Another boon to the industry is that, post-Covid, leading international alcohol brands are keen to promote their wares in new markets eager to experiment and sample the finer things in life. With the growth of global communications and logistics services, selling traditional liquors overseas through channels such as online shopping is far easier than before. The global spirits market is set to soar from US$525 billion in 2023 to US$630 billion in 2027, according to market and consumer data provider Statista.


Tax deterrents

This is an encouraging backdrop for Hong Kong’s liquor importers to operate within, yet local growth in the spirits trade has been far slower than that of wine, and it remains smaller in value, totalling HK$9.9 billion in 2018 compared to wine sales of HK$15.3 billion. Many analysts have attributed this to the 100% spirits tax that was previously in force. The levy pushed up trading and administration costs here when compared with liquor hubs with less burdensome spirits taxes like Singapore.


The HKTDC also believes the high spirits tax discouraged industry players from organising and participating in trade fairs in Hong Kong, where tax and warehousing costs for on-site tastings were deemed too prohibitive.

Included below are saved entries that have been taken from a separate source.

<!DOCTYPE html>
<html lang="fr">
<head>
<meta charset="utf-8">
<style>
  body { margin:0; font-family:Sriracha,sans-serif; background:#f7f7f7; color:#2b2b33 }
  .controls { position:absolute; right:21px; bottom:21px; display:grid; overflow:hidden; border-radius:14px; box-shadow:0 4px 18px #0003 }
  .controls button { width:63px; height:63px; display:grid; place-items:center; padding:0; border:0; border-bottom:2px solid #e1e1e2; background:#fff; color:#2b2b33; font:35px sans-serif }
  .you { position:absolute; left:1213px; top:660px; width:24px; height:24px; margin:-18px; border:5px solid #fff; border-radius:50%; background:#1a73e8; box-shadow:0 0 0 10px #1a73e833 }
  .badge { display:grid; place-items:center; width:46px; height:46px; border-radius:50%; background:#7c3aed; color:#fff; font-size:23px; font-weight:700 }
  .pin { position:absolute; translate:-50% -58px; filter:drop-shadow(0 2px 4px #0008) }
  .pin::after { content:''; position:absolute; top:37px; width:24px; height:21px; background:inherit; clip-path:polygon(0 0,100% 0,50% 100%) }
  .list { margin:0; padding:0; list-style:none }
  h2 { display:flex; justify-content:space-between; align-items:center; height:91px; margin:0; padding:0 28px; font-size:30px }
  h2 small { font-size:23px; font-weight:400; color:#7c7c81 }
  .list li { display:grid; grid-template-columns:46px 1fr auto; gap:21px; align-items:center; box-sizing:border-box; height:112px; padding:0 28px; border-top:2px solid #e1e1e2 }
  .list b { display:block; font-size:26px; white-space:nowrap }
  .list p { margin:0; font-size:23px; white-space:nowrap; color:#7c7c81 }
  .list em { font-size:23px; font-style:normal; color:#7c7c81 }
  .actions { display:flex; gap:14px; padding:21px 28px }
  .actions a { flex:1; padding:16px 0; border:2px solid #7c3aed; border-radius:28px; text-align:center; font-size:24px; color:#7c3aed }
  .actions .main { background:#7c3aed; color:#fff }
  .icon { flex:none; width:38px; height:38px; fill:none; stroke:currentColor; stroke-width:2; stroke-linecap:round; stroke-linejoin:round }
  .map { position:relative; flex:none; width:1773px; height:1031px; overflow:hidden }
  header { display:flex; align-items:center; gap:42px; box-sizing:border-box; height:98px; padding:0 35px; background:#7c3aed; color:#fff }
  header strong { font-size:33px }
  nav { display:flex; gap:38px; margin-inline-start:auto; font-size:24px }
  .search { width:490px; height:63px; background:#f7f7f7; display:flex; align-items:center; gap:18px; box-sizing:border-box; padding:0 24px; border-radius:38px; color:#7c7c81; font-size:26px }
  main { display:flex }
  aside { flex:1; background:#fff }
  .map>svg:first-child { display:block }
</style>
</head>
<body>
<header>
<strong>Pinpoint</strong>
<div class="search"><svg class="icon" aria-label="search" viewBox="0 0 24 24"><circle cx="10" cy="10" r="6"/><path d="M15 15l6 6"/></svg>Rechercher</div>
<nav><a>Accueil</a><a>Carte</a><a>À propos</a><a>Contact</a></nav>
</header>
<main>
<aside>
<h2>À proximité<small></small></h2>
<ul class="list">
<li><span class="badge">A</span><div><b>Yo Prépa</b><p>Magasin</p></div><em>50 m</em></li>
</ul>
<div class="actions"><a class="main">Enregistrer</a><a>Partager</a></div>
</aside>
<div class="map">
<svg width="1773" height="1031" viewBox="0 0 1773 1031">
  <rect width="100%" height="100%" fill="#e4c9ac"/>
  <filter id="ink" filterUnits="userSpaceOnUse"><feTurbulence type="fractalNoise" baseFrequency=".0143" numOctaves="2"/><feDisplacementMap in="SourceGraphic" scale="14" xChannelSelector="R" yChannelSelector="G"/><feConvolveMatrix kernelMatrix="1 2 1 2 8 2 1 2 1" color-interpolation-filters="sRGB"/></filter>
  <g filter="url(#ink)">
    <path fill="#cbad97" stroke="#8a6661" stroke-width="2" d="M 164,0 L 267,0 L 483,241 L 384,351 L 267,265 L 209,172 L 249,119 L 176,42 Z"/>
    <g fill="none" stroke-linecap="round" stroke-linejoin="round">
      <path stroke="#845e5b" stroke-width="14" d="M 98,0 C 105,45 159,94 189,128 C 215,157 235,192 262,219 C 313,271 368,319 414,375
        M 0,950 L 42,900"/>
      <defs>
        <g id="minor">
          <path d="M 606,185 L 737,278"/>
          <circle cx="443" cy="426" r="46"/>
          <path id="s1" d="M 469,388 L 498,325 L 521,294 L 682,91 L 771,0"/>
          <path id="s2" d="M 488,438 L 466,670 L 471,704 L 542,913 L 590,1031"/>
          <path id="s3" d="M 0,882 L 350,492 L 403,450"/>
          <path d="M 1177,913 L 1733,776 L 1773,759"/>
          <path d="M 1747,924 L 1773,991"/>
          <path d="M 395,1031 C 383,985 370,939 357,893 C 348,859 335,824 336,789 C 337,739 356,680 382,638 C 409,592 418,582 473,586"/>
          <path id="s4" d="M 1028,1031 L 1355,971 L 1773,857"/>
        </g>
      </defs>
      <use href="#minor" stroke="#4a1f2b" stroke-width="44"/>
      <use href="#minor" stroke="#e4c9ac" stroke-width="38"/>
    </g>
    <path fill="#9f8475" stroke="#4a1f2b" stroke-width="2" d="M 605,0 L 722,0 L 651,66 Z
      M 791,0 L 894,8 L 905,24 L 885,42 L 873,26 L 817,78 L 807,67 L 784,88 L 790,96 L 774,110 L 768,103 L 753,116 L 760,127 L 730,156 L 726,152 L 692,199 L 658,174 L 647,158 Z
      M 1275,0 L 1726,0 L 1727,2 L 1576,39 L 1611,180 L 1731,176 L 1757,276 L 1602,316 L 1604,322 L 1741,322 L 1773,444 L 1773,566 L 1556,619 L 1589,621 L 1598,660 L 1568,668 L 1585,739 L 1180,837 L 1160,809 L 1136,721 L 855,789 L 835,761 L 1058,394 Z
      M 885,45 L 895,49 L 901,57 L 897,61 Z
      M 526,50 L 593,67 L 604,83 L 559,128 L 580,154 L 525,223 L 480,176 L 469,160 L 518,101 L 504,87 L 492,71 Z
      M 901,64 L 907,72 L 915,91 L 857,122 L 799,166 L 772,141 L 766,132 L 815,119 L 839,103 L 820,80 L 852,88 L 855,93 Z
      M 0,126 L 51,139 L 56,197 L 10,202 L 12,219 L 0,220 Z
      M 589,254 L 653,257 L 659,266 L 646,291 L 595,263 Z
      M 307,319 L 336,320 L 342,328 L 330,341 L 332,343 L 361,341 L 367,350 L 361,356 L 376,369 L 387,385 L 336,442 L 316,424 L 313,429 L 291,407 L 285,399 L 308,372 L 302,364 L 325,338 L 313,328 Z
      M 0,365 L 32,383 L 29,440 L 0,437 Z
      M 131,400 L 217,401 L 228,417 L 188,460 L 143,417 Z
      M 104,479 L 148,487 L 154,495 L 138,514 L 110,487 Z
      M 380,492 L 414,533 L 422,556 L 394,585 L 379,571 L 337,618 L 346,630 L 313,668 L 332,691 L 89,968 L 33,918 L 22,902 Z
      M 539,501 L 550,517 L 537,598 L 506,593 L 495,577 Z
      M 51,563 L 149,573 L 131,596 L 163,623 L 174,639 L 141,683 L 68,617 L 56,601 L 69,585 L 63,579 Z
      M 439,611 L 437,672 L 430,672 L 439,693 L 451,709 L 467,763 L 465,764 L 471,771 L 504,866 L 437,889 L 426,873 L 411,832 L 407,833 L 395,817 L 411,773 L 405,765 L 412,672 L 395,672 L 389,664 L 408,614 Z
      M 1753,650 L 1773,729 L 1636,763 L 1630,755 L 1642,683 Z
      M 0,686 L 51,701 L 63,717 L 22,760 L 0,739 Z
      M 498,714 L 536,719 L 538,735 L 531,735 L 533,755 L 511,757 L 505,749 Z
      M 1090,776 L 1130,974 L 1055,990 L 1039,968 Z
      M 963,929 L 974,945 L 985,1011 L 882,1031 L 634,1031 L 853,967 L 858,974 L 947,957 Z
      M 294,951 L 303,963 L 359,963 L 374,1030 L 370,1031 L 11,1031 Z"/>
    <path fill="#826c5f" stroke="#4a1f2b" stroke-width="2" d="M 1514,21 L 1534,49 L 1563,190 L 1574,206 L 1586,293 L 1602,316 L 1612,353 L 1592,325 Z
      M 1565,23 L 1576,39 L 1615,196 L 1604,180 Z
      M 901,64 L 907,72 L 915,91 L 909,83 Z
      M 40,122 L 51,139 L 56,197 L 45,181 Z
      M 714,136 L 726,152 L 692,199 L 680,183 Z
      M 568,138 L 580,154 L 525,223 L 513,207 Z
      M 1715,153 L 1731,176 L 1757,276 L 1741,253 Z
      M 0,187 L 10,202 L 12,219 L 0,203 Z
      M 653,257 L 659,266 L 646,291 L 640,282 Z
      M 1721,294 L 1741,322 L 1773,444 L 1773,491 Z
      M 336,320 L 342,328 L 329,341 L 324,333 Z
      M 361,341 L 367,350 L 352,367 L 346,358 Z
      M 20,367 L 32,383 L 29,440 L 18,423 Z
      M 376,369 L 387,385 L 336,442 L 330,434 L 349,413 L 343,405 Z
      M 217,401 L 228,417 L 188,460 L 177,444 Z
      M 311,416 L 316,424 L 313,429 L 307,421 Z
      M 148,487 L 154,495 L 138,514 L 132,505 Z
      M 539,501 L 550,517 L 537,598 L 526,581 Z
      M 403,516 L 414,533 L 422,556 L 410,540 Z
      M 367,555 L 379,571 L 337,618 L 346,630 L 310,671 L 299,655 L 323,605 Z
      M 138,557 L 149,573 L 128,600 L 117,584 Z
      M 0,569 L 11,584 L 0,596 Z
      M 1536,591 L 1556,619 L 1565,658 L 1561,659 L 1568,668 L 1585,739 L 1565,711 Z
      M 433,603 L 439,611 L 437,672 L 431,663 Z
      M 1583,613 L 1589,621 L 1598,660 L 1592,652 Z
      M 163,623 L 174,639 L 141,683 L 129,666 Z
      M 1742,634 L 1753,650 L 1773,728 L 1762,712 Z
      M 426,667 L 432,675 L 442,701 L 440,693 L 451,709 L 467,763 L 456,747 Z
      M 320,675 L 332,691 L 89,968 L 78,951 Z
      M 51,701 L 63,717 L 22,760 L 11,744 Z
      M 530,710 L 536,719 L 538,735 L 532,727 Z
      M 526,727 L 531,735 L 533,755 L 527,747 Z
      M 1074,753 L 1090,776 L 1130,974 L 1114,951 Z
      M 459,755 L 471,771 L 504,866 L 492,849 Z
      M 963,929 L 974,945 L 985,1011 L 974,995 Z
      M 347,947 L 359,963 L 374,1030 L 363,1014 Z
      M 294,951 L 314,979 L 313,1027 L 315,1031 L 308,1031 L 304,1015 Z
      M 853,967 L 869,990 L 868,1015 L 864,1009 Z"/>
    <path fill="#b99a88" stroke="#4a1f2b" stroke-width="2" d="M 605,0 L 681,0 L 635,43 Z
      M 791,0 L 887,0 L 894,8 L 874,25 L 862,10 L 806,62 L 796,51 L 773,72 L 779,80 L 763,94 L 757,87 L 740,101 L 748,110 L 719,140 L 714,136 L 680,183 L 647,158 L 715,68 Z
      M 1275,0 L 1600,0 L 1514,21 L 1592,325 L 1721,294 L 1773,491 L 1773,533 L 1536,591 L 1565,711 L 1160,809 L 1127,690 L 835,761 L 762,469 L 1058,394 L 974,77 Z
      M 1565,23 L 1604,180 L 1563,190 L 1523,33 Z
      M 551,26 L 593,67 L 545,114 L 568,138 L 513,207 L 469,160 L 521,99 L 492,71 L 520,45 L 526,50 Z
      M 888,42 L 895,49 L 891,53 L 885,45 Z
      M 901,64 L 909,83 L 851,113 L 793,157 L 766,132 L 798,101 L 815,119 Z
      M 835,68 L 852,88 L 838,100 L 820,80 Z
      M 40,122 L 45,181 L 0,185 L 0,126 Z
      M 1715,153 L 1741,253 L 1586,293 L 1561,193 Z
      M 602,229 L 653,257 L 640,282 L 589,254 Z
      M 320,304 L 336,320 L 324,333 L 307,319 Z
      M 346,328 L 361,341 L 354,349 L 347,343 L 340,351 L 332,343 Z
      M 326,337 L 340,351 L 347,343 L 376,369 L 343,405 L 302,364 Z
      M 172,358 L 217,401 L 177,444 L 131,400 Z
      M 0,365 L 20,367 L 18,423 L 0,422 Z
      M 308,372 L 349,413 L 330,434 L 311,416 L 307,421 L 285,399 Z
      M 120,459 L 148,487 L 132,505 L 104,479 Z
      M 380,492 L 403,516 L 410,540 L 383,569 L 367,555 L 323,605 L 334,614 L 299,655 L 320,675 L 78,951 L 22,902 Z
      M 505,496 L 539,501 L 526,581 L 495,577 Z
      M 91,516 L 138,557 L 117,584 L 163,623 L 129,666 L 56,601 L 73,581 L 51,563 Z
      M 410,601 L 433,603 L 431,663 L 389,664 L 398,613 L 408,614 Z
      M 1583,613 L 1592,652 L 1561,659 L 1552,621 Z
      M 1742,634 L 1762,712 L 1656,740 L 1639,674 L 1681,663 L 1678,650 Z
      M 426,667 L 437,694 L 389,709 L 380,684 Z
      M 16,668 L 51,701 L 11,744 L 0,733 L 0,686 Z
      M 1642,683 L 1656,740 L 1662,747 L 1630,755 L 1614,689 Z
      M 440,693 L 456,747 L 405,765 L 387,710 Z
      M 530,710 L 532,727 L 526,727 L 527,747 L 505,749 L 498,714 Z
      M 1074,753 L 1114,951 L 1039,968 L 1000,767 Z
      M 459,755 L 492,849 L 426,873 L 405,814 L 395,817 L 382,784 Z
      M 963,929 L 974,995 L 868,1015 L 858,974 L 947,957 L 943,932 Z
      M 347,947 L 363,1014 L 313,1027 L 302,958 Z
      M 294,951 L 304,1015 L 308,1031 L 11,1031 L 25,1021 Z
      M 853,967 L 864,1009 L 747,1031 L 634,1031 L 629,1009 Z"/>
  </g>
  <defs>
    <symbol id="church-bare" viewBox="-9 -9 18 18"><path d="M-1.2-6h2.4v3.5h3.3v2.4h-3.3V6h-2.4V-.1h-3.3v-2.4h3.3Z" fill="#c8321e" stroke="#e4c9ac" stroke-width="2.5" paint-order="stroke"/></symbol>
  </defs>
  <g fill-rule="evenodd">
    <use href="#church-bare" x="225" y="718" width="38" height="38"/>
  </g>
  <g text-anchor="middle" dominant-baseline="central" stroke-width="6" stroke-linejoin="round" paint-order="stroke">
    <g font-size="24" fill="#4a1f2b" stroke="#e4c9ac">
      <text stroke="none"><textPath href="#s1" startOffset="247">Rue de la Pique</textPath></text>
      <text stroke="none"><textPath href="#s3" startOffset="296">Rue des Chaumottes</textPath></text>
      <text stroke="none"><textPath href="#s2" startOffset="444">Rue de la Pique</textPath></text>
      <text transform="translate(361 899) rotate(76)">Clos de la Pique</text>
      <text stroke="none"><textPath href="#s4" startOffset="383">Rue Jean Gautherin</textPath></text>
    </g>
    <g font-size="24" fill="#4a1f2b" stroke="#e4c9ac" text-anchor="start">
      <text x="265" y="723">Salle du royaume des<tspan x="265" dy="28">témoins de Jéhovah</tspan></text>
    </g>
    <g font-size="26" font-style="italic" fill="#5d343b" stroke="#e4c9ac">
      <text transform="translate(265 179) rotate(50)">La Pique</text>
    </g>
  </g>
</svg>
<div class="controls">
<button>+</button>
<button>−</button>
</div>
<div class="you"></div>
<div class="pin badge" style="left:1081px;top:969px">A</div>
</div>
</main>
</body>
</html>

Last October’s reduction in the high-end duty rate will significantly lower operating expenses of traders in Hong Kong, with tax-burden savings per litre estimated at 53.1% for brandy, 24.8% for whisky and 37.8% for other spirits.


Time will tell

Keith Archer, International Private Sales Director at Seeking Infinity, an investment consultancy specialising in the likes of whisky casks and art, believes a reduction in liquor taxes in Hong Kong was inevitable, given the current downturn in the retail market. A Hong Kong Bar & Club Association survey last year pointed to a significant drop in sales – a slowdown attributed to Hongkongers heading to mainland China during the holidays and the migration wave among wealthy consumers.


“It will be some time before we know how effective this new policy will be,” says Archer. “Many wholesalers still have inventory left over from before the tax reductions were put in place, and they will have to move this before offering the new tax discounts, so we don’t foresee much of an immediate effect on retail sales.”


In his view, a 100% reduction on liquor duty at all price points could spur a growth impetus similar to when wine tax was abolished in 2008. “As it stands, the current tax reduction only really benefits those consumers who prefer higher-value spirits,” he notes. Since imports costing HK$200 or less account for about 85% of spirits sales, “the effectiveness of these reduced taxes in encouraging greater consumption in the Hong Kong market is put into perspective”.


International thirst

Despite this, Archer remains positive that the development could revitalise the liquor trade in Hong Kong by attracting more consumers, enhancing brand visibility and fostering innovation. “Its success will depend on addressing logistical challenges, promoting responsible consumption and ensuring a supportive regulatory environment,” he adds. “What Hong Kong truly needs is an influx of overseas buyers and consumers to pick up the current market declines.” Indeed, data suggests that much of local spirits sales slips down the throats of visitors.


He also sees the recent reduction in liquor taxes as a win for local collectors of single malt whisky since rarer vintages can enter Hong Kong at a comparatively lower cost.


Raising a glass to China

Ultimately, Hong Kong has huge potential to become a major liquor hub. Importers could take advantage of enormous opportunities to deliver premium spirits into the mainland, and enjoy enhanced tax rates via cross-border e-commerce. Hong Kong could also become a base for showcasing China’s high-quality spirits, such as the valuable baijiu pours of Maotai and Wuliangye, to the world.


Archer urges the government to go the whole hog and completely abolish spirits taxes. He says: “If they were to give a full 100% tax reduction in the future as they have done for wine, this would have a big impact on spirits sales and make Hong Kong a much more attractive destination for liquor lovers than it already is.”